> ASSIGNED TASK
Each line with the string "strokeStyle" is to be copied from the records below.

Saved entries
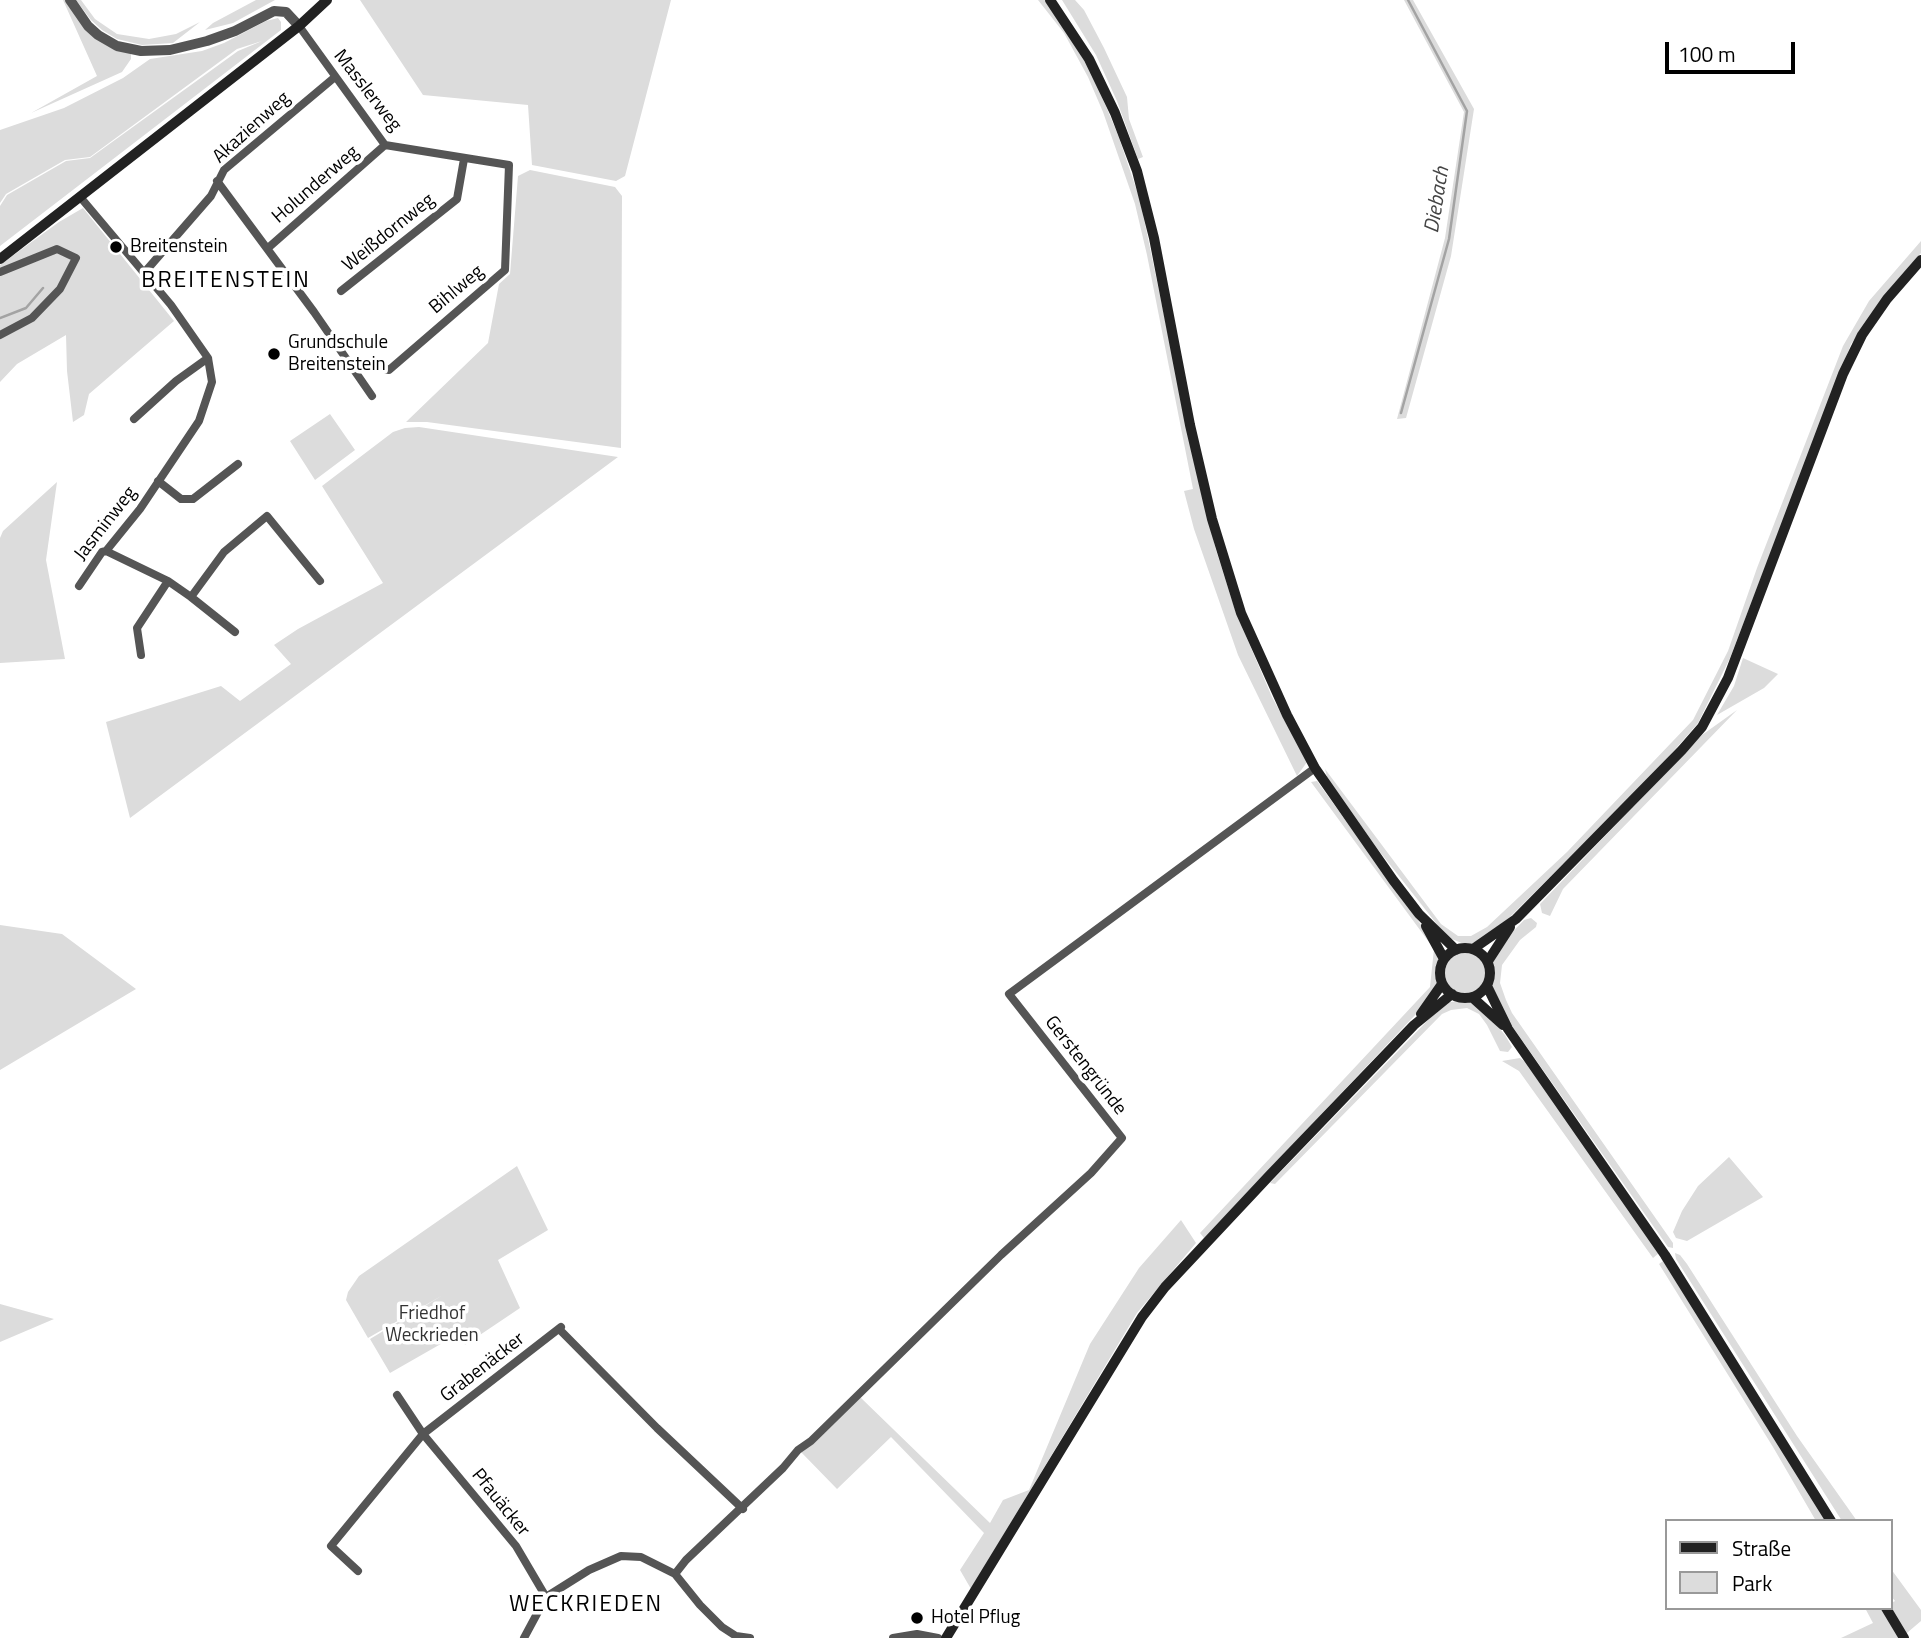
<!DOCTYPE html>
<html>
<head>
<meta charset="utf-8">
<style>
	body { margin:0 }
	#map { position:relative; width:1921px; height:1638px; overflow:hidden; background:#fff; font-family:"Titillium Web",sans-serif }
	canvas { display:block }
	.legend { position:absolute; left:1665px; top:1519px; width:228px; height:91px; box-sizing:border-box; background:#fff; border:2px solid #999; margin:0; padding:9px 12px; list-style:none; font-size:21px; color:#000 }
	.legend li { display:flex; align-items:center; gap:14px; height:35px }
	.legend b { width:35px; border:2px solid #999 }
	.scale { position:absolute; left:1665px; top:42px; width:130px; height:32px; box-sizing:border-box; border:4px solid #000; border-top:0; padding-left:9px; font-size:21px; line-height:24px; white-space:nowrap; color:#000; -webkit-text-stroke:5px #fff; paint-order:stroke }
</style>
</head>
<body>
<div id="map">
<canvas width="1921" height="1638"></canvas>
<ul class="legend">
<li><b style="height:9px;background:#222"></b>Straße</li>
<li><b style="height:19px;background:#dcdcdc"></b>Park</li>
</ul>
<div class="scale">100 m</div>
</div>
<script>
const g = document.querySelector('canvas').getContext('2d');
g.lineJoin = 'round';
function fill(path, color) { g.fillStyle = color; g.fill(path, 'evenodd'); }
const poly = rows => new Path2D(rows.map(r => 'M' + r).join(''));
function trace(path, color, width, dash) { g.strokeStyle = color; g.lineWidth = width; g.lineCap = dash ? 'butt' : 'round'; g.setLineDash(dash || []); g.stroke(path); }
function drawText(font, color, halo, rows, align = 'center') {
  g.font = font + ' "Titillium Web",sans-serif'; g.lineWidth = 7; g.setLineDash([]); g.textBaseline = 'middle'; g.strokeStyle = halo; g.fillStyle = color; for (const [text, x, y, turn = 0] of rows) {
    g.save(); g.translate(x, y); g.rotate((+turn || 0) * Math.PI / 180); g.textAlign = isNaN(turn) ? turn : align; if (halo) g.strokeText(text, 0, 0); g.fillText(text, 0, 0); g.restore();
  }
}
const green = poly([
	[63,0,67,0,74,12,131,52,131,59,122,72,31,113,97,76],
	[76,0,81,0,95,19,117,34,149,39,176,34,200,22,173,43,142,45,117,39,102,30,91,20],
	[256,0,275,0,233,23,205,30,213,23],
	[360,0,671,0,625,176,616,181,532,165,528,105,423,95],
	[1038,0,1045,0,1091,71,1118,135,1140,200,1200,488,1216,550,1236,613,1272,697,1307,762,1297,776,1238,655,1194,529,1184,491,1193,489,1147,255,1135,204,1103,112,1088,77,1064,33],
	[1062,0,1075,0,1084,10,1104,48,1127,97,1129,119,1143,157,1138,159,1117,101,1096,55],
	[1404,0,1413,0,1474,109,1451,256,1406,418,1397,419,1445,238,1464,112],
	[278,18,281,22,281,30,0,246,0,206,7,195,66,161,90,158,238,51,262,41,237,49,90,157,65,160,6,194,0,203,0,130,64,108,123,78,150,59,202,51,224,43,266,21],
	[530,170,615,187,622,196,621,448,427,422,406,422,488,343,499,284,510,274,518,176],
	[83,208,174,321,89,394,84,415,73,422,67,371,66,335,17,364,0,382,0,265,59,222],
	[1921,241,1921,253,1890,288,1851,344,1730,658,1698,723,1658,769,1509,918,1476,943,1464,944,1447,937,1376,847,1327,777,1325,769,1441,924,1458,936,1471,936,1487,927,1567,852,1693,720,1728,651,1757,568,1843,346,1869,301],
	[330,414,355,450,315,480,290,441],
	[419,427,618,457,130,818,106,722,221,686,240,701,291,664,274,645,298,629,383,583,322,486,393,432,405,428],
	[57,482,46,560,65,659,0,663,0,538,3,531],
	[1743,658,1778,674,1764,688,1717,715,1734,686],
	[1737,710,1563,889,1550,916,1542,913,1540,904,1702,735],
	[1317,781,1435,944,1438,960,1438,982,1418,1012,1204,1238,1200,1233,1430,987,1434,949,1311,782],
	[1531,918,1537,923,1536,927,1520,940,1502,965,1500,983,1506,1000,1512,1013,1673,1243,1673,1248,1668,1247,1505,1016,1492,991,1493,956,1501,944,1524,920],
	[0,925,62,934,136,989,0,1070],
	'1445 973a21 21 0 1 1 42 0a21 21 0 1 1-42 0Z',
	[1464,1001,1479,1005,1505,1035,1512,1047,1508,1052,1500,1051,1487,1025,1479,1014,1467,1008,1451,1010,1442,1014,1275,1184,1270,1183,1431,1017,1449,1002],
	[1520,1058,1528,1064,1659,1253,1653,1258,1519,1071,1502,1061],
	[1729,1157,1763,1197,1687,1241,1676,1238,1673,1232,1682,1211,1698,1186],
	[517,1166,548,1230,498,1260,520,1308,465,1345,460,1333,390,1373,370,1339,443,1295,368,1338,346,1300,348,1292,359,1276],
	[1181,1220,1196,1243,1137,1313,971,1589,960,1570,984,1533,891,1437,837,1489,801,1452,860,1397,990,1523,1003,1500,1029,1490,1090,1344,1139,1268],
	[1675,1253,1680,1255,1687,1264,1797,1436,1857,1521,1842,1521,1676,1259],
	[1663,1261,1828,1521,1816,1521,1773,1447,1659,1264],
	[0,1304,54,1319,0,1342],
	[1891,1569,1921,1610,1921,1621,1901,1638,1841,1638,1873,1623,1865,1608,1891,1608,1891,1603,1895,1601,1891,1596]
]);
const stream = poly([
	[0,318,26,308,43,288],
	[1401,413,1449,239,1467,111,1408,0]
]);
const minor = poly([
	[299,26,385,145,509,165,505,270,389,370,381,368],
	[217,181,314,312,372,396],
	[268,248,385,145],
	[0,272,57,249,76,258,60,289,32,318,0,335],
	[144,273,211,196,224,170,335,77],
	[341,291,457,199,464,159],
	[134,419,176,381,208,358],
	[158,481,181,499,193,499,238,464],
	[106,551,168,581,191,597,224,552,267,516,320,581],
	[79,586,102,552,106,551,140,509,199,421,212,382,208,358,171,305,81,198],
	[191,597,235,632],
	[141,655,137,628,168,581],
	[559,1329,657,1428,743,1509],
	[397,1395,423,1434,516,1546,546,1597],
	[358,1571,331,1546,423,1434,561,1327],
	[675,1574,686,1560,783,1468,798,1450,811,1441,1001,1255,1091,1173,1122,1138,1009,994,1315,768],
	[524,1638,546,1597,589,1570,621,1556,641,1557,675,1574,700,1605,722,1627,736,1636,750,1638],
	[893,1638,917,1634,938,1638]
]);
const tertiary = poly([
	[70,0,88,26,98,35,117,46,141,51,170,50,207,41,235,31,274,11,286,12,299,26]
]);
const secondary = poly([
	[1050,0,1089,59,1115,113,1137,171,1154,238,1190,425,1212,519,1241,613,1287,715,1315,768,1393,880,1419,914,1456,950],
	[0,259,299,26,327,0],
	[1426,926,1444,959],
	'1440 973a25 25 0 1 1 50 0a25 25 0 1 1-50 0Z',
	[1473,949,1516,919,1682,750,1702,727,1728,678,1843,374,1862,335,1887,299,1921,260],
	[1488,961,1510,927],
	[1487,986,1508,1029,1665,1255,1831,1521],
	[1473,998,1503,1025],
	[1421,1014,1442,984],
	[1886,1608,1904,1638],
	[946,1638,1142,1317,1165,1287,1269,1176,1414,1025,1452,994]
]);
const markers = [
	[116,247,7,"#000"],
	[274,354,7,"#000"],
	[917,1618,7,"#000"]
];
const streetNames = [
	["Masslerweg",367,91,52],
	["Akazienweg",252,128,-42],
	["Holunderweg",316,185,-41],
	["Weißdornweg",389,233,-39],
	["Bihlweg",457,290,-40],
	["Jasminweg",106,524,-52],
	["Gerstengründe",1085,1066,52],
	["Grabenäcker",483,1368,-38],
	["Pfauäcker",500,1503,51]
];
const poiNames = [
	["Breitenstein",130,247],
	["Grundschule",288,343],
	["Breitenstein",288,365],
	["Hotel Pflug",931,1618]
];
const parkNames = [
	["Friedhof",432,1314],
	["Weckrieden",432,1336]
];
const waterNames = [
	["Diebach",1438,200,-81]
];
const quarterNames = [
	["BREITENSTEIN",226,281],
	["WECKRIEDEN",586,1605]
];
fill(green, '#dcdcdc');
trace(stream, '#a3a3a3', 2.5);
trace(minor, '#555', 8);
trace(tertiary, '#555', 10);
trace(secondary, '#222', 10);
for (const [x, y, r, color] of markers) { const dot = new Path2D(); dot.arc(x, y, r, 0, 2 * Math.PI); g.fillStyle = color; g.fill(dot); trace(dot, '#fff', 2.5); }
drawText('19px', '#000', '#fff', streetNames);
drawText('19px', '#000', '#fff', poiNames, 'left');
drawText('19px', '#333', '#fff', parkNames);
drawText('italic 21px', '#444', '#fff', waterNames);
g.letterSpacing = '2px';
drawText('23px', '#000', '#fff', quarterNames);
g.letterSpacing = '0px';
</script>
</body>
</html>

...

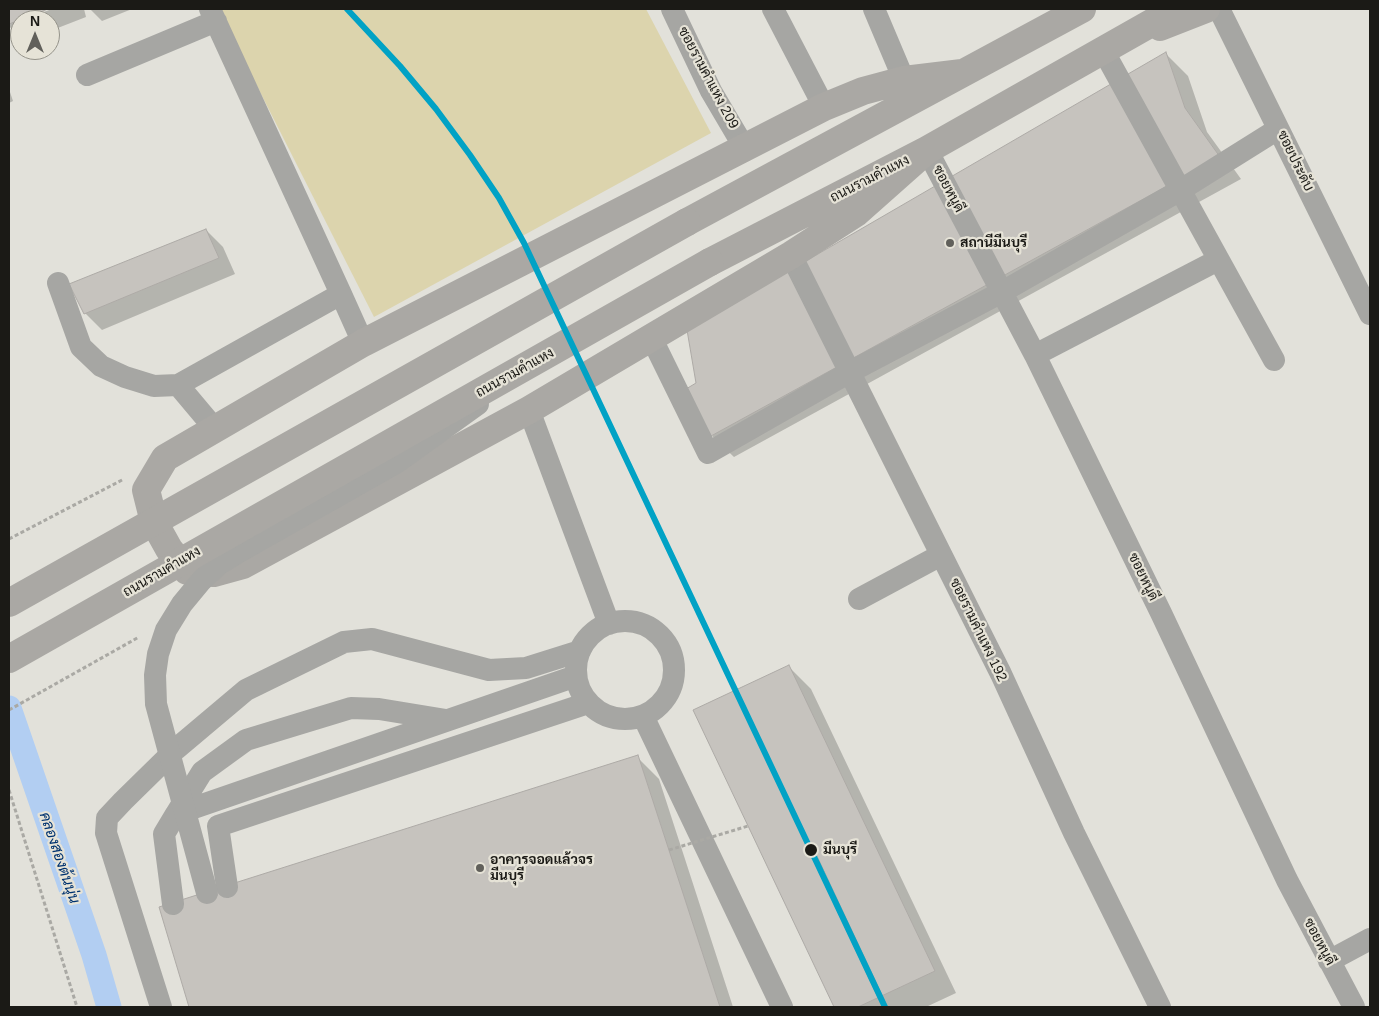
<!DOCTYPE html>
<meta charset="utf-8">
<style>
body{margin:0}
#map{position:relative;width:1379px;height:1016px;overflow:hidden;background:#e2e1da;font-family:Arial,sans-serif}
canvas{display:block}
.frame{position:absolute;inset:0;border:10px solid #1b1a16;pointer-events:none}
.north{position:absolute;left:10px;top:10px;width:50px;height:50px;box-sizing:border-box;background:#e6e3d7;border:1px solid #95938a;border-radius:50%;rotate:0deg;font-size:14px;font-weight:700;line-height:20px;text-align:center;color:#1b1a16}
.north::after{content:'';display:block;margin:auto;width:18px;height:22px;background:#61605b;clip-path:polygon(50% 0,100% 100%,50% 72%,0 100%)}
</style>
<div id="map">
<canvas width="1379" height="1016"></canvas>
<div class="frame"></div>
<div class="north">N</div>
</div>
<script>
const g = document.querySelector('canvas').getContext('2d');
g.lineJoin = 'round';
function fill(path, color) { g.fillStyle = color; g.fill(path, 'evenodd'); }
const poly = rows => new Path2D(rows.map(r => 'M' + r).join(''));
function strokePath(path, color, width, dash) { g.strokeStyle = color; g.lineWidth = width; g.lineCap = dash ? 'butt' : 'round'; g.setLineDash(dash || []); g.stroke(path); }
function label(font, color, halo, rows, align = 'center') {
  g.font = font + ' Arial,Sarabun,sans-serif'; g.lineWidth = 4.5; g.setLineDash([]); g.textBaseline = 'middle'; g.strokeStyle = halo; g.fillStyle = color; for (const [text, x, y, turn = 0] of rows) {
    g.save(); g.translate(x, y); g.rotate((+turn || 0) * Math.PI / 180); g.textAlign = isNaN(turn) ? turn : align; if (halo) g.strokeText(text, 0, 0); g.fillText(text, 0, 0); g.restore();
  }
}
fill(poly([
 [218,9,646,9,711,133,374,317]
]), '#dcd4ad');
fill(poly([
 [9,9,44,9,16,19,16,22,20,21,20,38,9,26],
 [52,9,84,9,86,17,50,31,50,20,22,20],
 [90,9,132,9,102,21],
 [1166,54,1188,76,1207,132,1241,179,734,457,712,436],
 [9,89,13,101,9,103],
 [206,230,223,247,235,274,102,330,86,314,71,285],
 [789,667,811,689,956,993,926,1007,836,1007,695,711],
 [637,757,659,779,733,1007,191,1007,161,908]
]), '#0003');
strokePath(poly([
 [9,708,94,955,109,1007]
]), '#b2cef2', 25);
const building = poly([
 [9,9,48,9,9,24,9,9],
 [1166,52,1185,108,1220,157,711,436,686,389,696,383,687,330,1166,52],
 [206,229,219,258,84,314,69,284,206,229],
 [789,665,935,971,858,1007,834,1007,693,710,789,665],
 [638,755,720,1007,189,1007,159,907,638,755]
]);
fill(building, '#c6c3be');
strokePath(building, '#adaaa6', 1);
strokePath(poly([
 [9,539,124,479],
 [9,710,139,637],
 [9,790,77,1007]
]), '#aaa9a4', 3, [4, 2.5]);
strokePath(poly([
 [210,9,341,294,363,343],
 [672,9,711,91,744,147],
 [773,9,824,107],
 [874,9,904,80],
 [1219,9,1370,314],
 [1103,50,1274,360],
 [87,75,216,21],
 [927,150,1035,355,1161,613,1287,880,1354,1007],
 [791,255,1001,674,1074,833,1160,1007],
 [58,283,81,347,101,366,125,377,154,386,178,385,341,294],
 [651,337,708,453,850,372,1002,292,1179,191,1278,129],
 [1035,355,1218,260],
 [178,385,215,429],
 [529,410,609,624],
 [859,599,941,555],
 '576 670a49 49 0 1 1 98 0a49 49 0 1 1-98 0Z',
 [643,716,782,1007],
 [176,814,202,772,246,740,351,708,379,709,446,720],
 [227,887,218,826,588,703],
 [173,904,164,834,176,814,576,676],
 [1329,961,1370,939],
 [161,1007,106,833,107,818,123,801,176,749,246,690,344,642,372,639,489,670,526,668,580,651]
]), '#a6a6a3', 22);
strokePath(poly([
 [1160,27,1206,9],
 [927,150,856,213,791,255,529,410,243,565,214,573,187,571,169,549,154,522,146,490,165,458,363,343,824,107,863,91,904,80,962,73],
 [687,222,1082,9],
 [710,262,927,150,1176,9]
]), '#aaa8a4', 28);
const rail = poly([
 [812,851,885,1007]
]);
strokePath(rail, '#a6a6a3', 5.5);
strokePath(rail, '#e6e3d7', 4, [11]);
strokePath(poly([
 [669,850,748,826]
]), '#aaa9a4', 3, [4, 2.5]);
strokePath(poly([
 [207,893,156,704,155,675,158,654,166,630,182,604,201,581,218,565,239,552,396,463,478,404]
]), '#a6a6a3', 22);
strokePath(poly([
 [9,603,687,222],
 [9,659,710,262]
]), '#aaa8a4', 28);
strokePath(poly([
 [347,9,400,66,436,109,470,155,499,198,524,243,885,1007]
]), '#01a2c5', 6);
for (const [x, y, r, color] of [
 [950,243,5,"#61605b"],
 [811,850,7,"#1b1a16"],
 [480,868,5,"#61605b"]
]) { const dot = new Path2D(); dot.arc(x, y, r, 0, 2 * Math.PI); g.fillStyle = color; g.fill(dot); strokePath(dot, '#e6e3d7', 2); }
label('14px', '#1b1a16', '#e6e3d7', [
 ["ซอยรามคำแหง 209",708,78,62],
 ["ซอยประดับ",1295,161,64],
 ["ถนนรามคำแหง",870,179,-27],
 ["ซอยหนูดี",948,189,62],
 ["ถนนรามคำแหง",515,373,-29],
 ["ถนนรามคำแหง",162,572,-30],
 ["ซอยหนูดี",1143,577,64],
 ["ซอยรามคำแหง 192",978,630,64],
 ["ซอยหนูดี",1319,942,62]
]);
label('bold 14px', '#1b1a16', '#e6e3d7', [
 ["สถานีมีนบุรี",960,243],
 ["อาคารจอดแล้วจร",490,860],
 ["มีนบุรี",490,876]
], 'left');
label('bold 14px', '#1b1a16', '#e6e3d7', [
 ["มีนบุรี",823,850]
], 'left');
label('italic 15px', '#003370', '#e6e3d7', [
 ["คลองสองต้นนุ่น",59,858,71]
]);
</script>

> REPLY
function trace(path, color, width, dash) { g.strokeStyle = color; g.lineWidth = width; g.lineCap = dash ? 'butt' : 'round'; g.setLineDash(dash || []); g.stroke(path); }
  g.font = font + ' "Titillium Web",sans-serif'; g.lineWidth = 7; g.setLineDash([]); g.textBaseline = 'middle'; g.strokeStyle = halo; g.fillStyle = color; for (const [text, x, y, turn = 0] of rows) {
function strokePath(path, color, width, dash) { g.strokeStyle = color; g.lineWidth = width; g.lineCap = dash ? 'butt' : 'round'; g.setLineDash(dash || []); g.stroke(path); }
  g.font = font + ' Arial,Sarabun,sans-serif'; g.lineWidth = 4.5; g.setLineDash([]); g.textBaseline = 'middle'; g.strokeStyle = halo; g.fillStyle = color; for (const [text, x, y, turn = 0] of rows) {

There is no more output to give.